Nadie dice que debamos casarnos cual apasionadas heroínas de antaño, sin preocupación alguna por el bienestar económico, porque a la larga los problemas financieros saldrán a flote y llegado el momento pueden conducir, a la pareja más enamorada a fricciones y hasta la ruptura. Pero ¿qué dicen sobre vivir con alguien más sin amor alguno? ésta también no es una perspectiva halagadora, aunque pudieran ahorrarse problemas monetarios, las frustraciones de una relación planteada como un negocio, saldrán al paso y causarán la ruina de la felicidad de ambos.
Afortunada la que encontrándose con el deseo de casarse, encuentre aquel príncipe que siempre soñó y como príncipe de cuento de hadas, tenga todo para llenar sus expectativas de bienestar y calma económica. Si eso no ocurre, y no ocurre en el 99.9% de los casos, en realidad hay pocos millonarios en el mundo sin casarse y pocas chicas con tanta suerte como para toparse con uno que además, ¡vaya suerte! quiera casarse, lo mejor es tomar en cuenta dos cosas importantes.
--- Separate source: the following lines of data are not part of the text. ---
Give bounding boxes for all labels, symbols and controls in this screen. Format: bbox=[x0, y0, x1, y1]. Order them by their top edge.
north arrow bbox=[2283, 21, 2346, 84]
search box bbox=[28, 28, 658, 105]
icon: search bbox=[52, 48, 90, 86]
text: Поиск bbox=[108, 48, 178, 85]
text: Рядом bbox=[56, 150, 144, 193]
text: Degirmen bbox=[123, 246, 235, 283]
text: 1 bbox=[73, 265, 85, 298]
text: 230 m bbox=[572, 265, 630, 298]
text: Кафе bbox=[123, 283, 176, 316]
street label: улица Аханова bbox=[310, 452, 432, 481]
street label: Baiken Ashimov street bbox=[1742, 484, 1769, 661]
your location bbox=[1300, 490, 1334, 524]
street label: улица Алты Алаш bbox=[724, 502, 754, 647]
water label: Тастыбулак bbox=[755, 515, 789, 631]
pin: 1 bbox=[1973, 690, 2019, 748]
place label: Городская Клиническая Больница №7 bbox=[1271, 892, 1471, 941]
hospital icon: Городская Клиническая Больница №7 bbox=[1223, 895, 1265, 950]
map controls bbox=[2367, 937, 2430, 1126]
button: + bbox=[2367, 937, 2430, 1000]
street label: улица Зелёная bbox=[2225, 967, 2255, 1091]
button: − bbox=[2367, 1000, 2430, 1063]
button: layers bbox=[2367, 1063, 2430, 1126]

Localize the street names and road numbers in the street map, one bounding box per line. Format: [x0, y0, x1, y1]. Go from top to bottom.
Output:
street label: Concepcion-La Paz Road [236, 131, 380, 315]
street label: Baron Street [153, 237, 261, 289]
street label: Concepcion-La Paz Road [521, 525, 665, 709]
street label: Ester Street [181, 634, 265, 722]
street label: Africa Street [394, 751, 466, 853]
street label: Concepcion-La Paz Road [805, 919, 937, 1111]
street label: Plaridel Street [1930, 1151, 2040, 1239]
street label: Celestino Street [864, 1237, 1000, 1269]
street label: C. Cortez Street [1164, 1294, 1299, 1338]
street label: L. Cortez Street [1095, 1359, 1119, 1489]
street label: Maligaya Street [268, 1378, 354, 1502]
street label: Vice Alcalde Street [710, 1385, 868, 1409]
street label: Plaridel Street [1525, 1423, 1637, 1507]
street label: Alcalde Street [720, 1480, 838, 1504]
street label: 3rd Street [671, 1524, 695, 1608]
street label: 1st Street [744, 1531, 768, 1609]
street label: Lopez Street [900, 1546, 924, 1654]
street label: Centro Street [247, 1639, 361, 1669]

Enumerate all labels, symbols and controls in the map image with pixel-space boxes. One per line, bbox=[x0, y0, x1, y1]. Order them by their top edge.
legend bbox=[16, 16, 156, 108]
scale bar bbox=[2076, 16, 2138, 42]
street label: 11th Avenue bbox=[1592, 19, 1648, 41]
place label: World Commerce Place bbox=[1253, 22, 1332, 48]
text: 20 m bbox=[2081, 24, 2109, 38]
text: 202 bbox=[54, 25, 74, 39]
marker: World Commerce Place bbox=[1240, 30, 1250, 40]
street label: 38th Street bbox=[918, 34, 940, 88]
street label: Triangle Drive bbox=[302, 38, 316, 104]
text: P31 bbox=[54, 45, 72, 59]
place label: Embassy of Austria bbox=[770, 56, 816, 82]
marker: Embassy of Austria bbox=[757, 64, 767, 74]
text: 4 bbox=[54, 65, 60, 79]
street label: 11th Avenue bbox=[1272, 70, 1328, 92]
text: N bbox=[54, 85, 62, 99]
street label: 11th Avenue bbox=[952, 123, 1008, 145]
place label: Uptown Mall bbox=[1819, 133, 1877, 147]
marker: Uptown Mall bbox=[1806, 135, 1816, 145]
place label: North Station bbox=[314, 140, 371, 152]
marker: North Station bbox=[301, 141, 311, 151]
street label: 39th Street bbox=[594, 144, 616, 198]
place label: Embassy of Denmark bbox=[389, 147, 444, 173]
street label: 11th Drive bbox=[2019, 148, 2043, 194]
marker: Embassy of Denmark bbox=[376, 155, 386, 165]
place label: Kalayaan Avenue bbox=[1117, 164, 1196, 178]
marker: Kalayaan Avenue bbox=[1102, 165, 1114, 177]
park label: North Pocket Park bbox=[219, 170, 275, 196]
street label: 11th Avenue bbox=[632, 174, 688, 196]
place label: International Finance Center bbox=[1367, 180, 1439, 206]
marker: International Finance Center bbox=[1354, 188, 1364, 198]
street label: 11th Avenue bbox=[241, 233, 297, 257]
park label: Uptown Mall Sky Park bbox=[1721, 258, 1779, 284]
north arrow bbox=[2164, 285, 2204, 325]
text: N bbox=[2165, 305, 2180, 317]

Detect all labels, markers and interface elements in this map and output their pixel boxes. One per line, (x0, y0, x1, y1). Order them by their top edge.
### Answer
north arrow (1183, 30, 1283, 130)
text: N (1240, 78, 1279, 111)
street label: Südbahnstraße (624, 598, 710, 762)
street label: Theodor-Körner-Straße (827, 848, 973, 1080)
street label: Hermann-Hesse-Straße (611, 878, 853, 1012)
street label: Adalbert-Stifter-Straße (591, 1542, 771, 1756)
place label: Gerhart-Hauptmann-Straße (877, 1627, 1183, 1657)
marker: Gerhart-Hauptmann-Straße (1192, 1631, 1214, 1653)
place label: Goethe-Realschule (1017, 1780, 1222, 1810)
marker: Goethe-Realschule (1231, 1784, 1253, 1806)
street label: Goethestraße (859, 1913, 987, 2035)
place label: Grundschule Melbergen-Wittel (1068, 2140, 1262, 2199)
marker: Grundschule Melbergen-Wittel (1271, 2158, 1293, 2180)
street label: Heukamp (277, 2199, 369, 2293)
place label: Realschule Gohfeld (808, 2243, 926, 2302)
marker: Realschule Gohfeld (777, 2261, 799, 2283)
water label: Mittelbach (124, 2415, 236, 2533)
Cuanto te decides a casarte y estás locamente enamorada como hacer eso, los problemas de dinero te parecerán algo lejano e inútil de preocuparse por ello, ¡alto! no te pidas un millonario, el hombre que te hace felíz por si mismo es suficiente, pero atenta, que también debes tener en cuenta que algunos manirrotos, otros poco dados a mantener trabajos estables y algunos más sin expectativas, no lograrán mantener tu amor cuando las cuentas se acumulen en el buzón.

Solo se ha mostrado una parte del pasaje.